Support statement for Graeme Dunstan’s Rocky Tiger Ploughshares trial

My good friend Graeme Dunstan goes on trial one week from today for an action he did with Bryan Law in 2011. Together they disarmed a Tiger Armed Reconaissance Helicopter with a garden mattock (details of the action, including video, here.). Bryan died around Easter this year, so Graeme faces court alone, though with many friends present (including me). He asked me to write a statement of support for him, which I’ve included below. Graeme shaped it into this media release.

I am an ordained Baptist minister with the GraceTree Community in Melbourne. I wish to express my support for Graeme as he faces trial for the Rockhampton Tiger Ploughshares action, and will travel to Rockhampton to be present at the trial.

Graeme and I have been spiritual companions for a few years now, having first spent significant time together at a peace gathering near Canberra in April 2010. Graeme being a Buddhist and I a Christian has opened up rich opportunities for common understanding and mutual challenge and encouragement. I consider him a friend and a person of great integrity.

As an antiwar activist myself I have been involved in many acts of civil disobedience (see below), and been arrested half a dozen times including for trespass actions into Shoalwater Bay Training Area at the 2007 and 2009 Talisman Saber military exercises. In March 2011 I was part of an international delegation of peacemakers who spent time in Afghanistan to learn the reality of war for ordinary Afghans. Along with members of my church I have been involved in countless public demonstrations for peace and built friendships with the Afghan Peace Volunteers, an Afghan peace movement.

I admire, and am personally challenged by, the stance Graeme has taken in this Tiger Ploughshares disarmament action and trial. His and Bryan Law’s willingness to risk suffering in order to arouse the conscience of the Australian community on war demonstrates integrity of the highest order, not to mention exemplary citizenship. Civil disobedience is generally not well understood in this country, but it is one of the highest duties of any person when their government is acting immorally or unjustly.

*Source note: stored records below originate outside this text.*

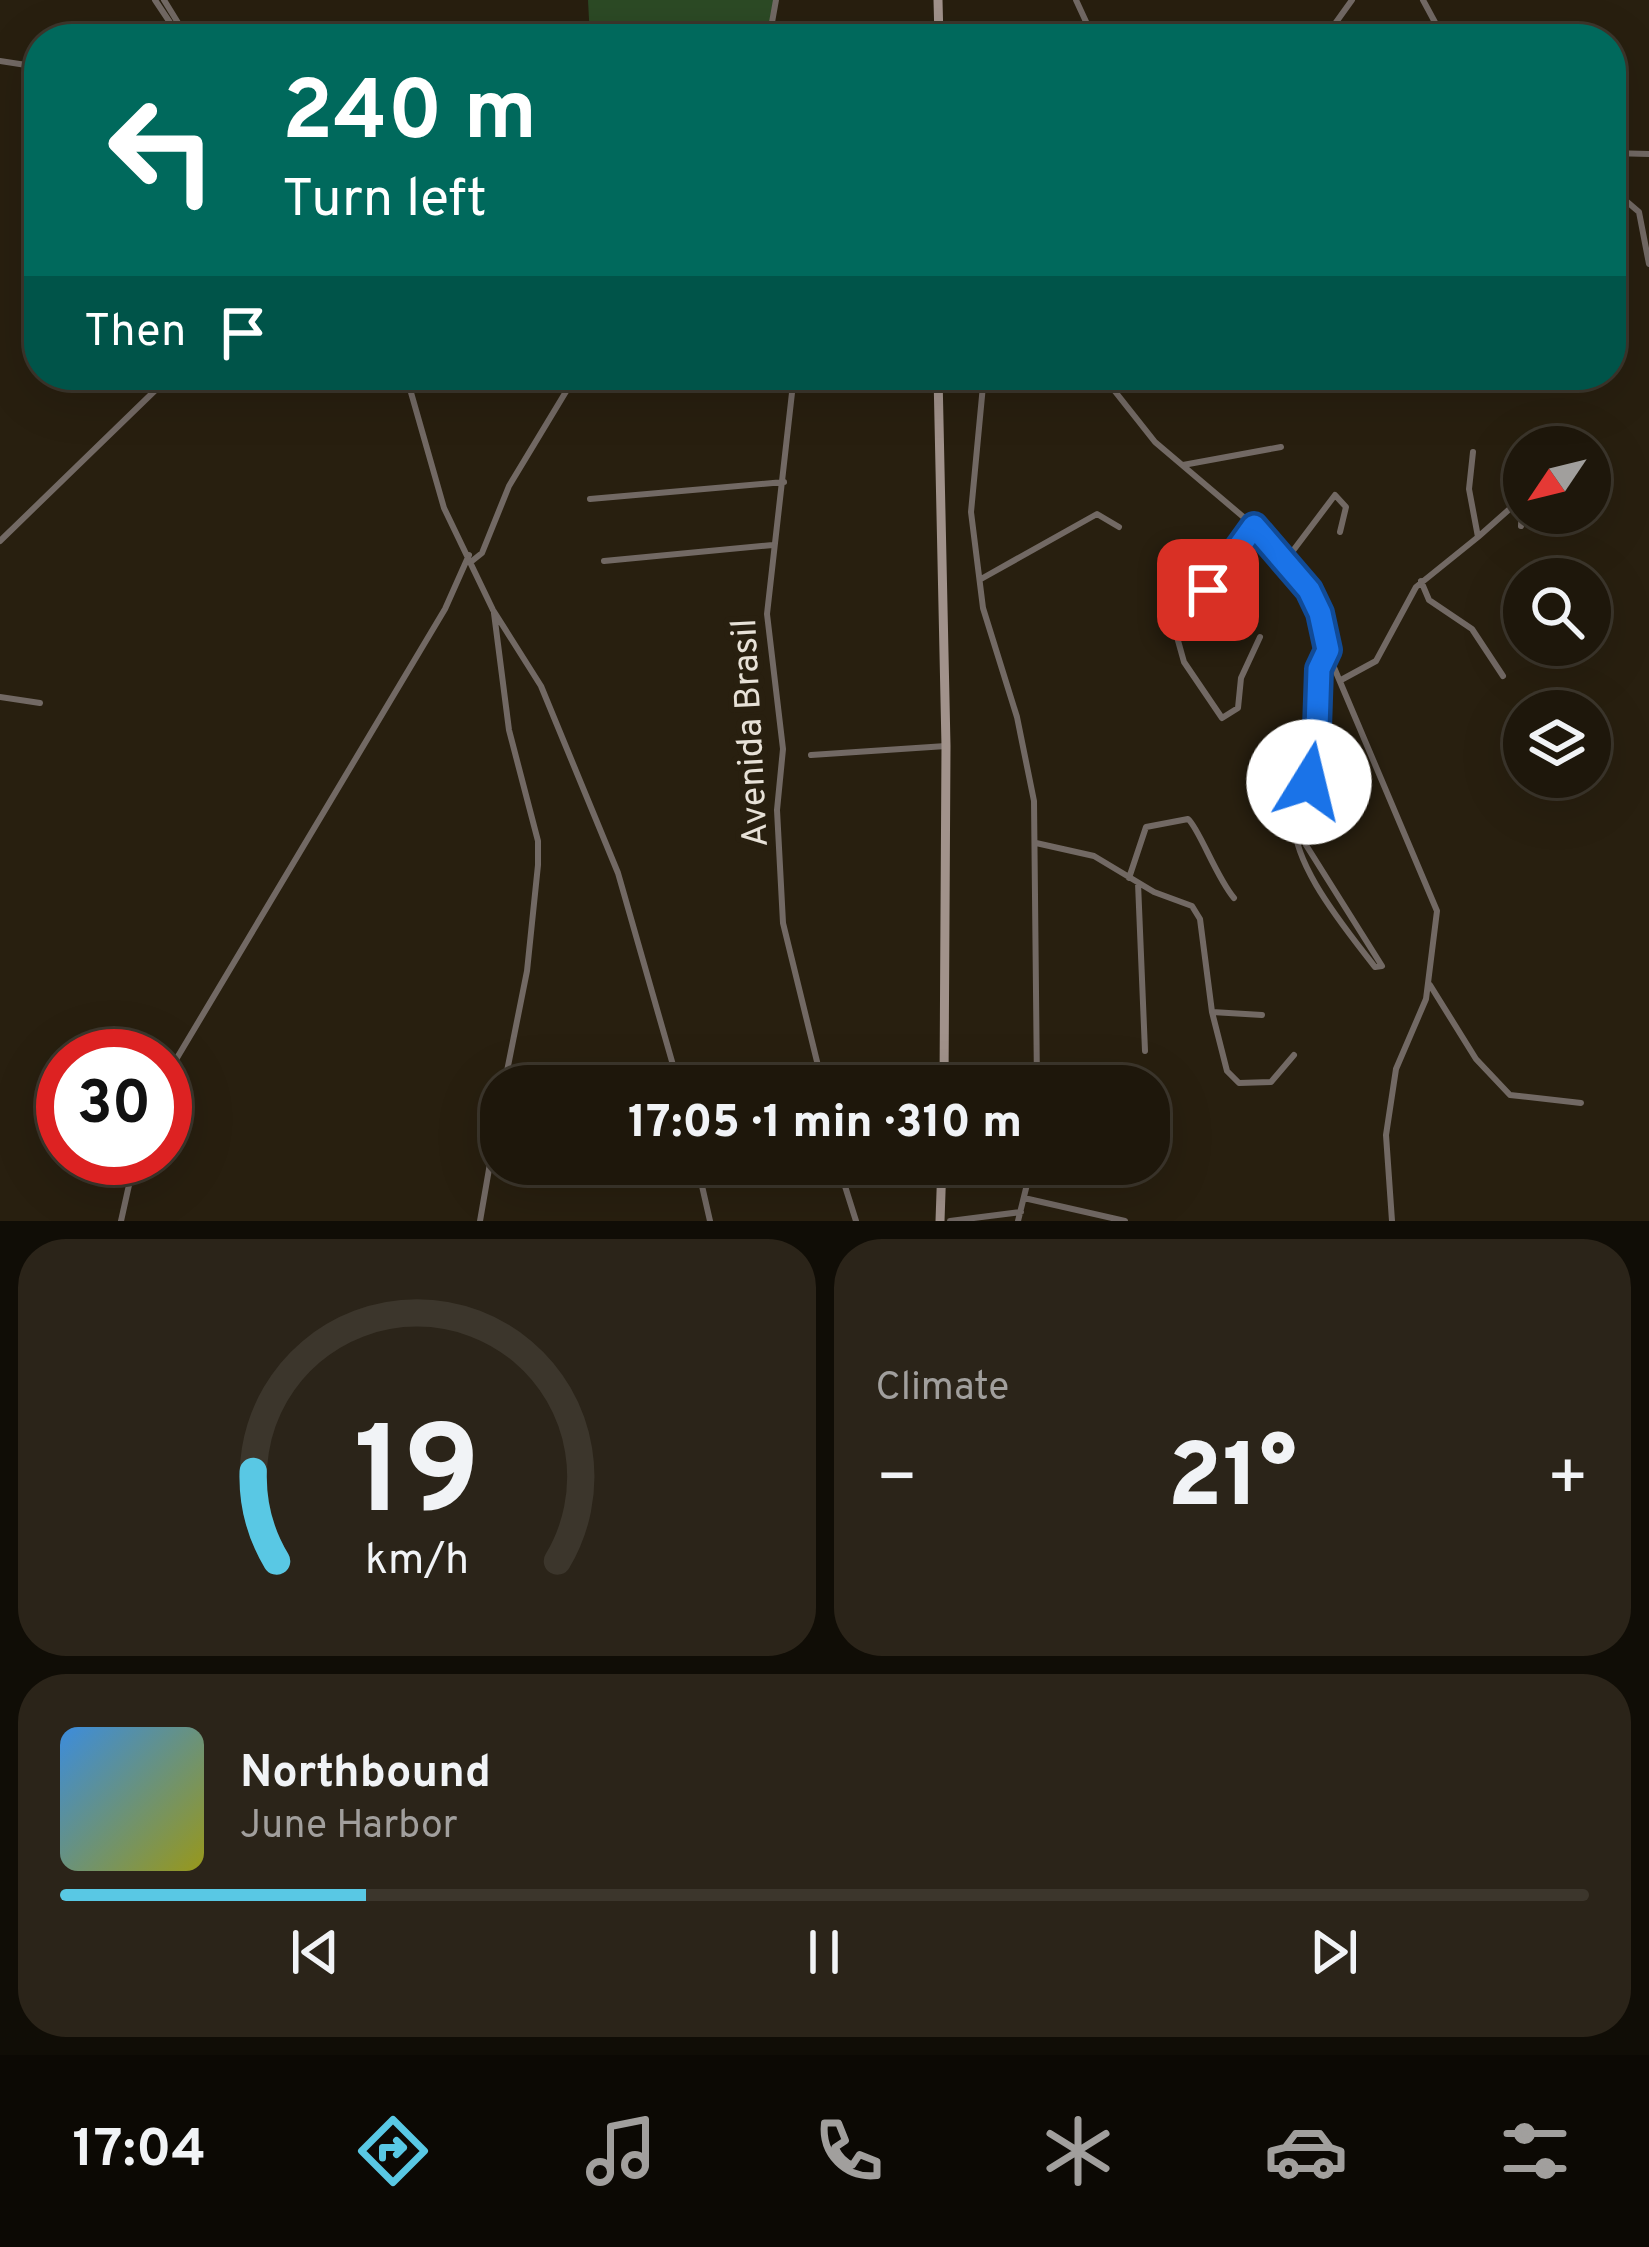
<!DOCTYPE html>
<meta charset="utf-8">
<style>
:root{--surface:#1e170b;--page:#2b2419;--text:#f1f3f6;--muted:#a19f9d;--line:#3c362c;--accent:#59c8e4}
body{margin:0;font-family:Overpass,sans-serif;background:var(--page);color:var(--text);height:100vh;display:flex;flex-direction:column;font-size:45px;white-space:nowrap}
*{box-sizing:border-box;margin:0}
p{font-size:39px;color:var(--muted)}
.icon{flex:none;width:66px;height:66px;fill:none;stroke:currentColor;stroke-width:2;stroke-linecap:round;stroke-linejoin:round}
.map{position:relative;height:1221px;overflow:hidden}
.drawer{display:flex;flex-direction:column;gap:18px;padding:18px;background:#100d06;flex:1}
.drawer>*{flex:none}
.top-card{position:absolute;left:24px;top:24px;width:1602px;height:366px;border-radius:48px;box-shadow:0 12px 48px #0002,0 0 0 3px var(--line);background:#00695c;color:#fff;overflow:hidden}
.needle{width:78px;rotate:235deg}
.controls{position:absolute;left:1503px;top:426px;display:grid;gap:24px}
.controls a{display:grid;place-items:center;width:108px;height:108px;border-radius:50%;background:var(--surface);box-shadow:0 12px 48px #0002,0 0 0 3px var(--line);font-size:60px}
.speed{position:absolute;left:36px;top:1029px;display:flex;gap:24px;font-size:60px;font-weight:700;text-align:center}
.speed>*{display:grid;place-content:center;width:156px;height:156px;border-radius:50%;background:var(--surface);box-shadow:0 12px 48px #0002,0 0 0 3px var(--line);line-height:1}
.speed .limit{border:18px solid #d22;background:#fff;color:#111}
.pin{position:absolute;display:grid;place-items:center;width:102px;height:102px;color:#fff;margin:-51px;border-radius:24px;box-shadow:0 6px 18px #0006}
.me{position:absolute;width:132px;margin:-66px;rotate:9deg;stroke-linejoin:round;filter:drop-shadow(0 0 9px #0008)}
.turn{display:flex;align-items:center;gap:42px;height:252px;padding:0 60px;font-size:54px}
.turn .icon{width:156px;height:156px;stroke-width:2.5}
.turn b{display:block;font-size:84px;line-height:102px}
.then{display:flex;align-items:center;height:114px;padding:0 60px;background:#0003;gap:24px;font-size:45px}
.big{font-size:90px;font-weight:800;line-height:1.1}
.drawer .widget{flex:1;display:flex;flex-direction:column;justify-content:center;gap:18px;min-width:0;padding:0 42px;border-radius:48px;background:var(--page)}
.drawer .dial{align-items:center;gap:0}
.dial svg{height:312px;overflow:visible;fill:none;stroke:var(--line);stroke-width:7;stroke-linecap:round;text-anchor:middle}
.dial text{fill:var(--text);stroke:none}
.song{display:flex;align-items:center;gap:36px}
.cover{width:144px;height:144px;border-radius:18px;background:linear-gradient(135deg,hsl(210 70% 55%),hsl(60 70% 35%))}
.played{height:12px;border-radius:6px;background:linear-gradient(90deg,var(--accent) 20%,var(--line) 20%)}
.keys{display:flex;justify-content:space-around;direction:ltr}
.heat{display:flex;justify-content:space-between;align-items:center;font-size:66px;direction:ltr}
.drawer .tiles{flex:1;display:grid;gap:18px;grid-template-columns:1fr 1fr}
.widget:last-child{grid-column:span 2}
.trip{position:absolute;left:480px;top:1065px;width:690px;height:120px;border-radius:48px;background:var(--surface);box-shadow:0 12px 48px #0002,0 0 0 3px var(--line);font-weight:800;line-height:120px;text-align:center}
.menu{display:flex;height:192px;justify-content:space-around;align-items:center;background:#0c0904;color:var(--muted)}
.menu .icon{width:84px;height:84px}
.menu .selected{color:var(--accent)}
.menu b{font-size:54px;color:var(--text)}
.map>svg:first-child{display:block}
.green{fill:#2c4a25}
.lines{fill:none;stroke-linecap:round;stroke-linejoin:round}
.street{stroke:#726964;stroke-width:6}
.secondary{stroke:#a1928b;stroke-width:9}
.route-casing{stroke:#114b97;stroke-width:30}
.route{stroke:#1a73e8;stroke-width:21}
.labels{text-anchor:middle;stroke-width:12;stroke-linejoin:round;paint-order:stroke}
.street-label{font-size:36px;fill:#e7e1d7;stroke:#281f0f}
</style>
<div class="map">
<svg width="1649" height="1221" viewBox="0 0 1649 1221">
<rect width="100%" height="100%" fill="#281f0f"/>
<path class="green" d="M588,0H774L766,39H590Z"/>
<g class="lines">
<path class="street" d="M155,0L181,39
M164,0L188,39
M1076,0L1094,39
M1423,0L1444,39
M941,23L952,39
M769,39L776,0
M1324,39L1352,0
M0,61L39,67
M1611,153L1649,154
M1611,188L1639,212L1649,264
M406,375L444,508L493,610L541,686L618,873L679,1086
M794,375L767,614L783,749L777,810L783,923L823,1086
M984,375L971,512L983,608L1017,717L1034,801L1037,1086
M1102,375L1155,442L1254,526L1177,637L1184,662L1222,718L1238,708L1241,678L1260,637
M1183,465L1281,447
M590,499L784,482
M1254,526L1315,600L1330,658L1437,911L1426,999L1396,1069L1386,1135L1392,1221
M1478,537L1513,506L1522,509L1521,526
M0,541L171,375
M1286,560L1335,495L1346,507L1340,532
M472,561L482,553L509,486L576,375
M604,561L773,545
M981,579L1097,514L1119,527
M1421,581L1429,600L1472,629L1503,676
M494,613L509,730L538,841V865L527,971L504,1086
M1341,680L1376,661L1416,587L1478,537L1469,489L1473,452
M0,697L40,703
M811,755L946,746
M1301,806L1306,845L1382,966L1375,967C1350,934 1285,858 1296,814C1301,794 1314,775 1317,754C1320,720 1313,684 1326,653
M1036,843L1094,856L1154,892L1192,906L1200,919L1212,1012L1262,1015
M1129,878L1146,827L1188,819C1199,828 1216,877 1234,898
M1138,883L1145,1051
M1430,985L1476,1059L1510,1095L1581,1103
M1212,1012L1227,1071L1239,1083L1271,1082L1294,1055
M165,1078L445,609L469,555
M697,1164L710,1221
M838,1164L856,1221
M1024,1198L1125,1221
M121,1221L135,1158
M480,1221L501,1100
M950,1221L1021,1212
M1018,1221L1032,1164"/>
<path class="secondary" d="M938,0L939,39
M938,375L946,746L944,1086
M940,1221L942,1164"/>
</g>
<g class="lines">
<defs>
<path id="route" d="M1208,590L1254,526L1309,590L1320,613L1328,650L1319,669L1316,758L1309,782"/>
</defs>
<use href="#route" class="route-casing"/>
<use href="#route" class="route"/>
</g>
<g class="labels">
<g class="street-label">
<text transform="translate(748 733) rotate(-93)" y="13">Avenida Brasil</text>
</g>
</g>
</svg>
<div class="controls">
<a><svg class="needle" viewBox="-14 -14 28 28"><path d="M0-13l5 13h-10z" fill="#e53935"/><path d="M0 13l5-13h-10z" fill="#a19f9d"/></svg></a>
<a><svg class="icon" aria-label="search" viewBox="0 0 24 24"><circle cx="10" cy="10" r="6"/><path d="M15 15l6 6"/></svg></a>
<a><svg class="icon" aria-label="layers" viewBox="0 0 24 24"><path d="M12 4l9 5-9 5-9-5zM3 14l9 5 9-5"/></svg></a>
</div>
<div class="speed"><div class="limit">30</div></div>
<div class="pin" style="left:1208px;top:590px;background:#d93025"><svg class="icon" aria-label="arrive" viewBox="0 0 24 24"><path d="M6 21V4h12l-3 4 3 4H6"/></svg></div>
<svg class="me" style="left:1309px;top:782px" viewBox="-20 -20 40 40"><circle r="19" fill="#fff"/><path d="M0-13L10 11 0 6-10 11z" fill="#1a73e8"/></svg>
<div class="trip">17:05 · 1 min · 310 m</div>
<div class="top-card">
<div class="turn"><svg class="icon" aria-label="left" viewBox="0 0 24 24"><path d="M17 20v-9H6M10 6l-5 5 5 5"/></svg><div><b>240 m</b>Turn left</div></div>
<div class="then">Then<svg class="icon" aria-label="arrive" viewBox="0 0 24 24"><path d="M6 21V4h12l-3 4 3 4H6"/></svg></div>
</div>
</div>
<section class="drawer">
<div class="tiles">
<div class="widget dial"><svg viewBox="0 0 100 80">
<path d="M14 69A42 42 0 1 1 86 69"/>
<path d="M14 69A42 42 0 0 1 8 46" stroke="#59c8e4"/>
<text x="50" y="56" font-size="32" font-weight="700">19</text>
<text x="50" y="72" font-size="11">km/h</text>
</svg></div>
<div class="widget"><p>Climate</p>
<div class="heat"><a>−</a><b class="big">21°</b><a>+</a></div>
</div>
<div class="widget">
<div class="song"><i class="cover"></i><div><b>Northbound</b><p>June Harbor</p></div></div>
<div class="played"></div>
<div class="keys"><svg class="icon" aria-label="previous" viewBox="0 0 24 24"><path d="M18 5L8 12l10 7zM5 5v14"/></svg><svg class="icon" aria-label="pause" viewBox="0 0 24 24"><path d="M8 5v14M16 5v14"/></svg><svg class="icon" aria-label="next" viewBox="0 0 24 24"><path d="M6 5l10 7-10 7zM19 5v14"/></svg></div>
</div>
</div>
</section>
<nav class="menu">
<b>17:04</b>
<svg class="icon selected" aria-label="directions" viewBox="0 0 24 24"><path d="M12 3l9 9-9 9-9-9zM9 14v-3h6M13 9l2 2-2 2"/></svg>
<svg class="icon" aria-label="music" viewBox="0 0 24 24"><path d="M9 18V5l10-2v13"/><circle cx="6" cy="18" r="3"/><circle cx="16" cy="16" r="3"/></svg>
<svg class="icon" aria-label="phone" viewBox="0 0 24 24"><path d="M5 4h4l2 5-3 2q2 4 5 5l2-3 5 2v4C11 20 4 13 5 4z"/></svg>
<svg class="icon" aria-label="climate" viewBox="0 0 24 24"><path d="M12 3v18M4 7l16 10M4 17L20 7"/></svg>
<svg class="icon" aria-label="car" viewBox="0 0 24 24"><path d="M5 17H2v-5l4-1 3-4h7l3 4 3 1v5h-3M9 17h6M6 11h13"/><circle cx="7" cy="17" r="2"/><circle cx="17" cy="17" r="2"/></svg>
<svg class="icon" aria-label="filters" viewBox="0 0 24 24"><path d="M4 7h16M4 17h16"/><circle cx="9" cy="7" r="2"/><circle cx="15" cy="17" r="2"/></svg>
</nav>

Ploughshares actions take their inspiration from the Biblical books of Micah and Isaiah, which speak of a day when “swords will be beaten into ploughshares, and spears into pruning hooks”. The image is one of disarmament, the transformation of destructive weapons into creative farming tools. There have been more than 80 such actions since 1980, with three common elements: 1. being absolutely nonviolent towards people; 2. to remain and take responsibility for the action; and 3. to make some attempt to disarm a weapon and begin its transformation into something useful.

Disarmament is often seen as an impossible dream; desirable, certainly, but utterly unrealistic. It is precisely this societal torpor that Ploughshares actions seek to address. Ploughshares actions are an indictment on the imagination and moral commitment of contemporary society just to the extent that they are seen as outrageous, destructive, or utopian. While most of us ask, “Why would we reduce or even give up our ability to kill?” people like Graeme and Bryan gift us with the confluence of flesh, steel and carbon fibre, and ask, “Why not?”

In a time of perpetual war, it is high time we took that question seriously.